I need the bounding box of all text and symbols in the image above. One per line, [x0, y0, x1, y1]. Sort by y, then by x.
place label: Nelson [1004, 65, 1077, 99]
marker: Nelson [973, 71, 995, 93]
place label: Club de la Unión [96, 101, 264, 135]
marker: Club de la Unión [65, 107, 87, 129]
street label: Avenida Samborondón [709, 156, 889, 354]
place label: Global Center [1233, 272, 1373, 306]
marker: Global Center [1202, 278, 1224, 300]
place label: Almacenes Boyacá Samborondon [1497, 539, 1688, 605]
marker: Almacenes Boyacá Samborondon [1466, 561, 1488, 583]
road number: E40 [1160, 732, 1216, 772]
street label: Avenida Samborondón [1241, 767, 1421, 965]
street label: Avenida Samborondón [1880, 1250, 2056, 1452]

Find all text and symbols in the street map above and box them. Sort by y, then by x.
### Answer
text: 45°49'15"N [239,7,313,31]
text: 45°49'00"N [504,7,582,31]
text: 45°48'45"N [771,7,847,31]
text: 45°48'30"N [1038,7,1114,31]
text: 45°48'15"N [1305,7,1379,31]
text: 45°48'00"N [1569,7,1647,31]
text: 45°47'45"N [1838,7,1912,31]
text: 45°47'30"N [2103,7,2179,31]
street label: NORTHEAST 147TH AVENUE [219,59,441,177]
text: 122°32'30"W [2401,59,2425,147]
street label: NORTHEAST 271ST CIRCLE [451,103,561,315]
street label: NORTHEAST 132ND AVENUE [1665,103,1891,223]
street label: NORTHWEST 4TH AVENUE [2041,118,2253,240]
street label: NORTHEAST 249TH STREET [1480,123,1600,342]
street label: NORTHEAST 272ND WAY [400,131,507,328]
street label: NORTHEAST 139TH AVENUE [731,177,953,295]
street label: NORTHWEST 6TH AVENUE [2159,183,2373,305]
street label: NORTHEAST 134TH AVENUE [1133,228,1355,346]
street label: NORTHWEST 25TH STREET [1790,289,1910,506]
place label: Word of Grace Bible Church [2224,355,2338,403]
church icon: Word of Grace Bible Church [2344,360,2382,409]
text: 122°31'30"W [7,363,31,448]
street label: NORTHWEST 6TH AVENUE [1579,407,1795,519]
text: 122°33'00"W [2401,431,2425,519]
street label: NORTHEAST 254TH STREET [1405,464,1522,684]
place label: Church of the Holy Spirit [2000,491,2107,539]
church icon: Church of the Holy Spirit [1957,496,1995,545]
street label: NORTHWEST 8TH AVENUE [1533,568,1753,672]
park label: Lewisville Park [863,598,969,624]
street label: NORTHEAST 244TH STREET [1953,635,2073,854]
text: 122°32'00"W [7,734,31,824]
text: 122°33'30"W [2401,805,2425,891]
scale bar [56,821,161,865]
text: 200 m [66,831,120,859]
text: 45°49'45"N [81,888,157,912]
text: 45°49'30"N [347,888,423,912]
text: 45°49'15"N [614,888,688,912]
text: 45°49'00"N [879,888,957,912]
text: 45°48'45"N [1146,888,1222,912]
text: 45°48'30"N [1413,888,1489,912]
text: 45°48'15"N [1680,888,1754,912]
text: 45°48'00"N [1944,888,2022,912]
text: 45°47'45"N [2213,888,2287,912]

━━━━

● **The problem**: Return each line of the records above in which the word "Avenida" occurs.

● **Solution**:
street label: Avenida Samborondón [709, 156, 889, 354]
street label: Avenida Samborondón [1241, 767, 1421, 965]
street label: Avenida Samborondón [1880, 1250, 2056, 1452]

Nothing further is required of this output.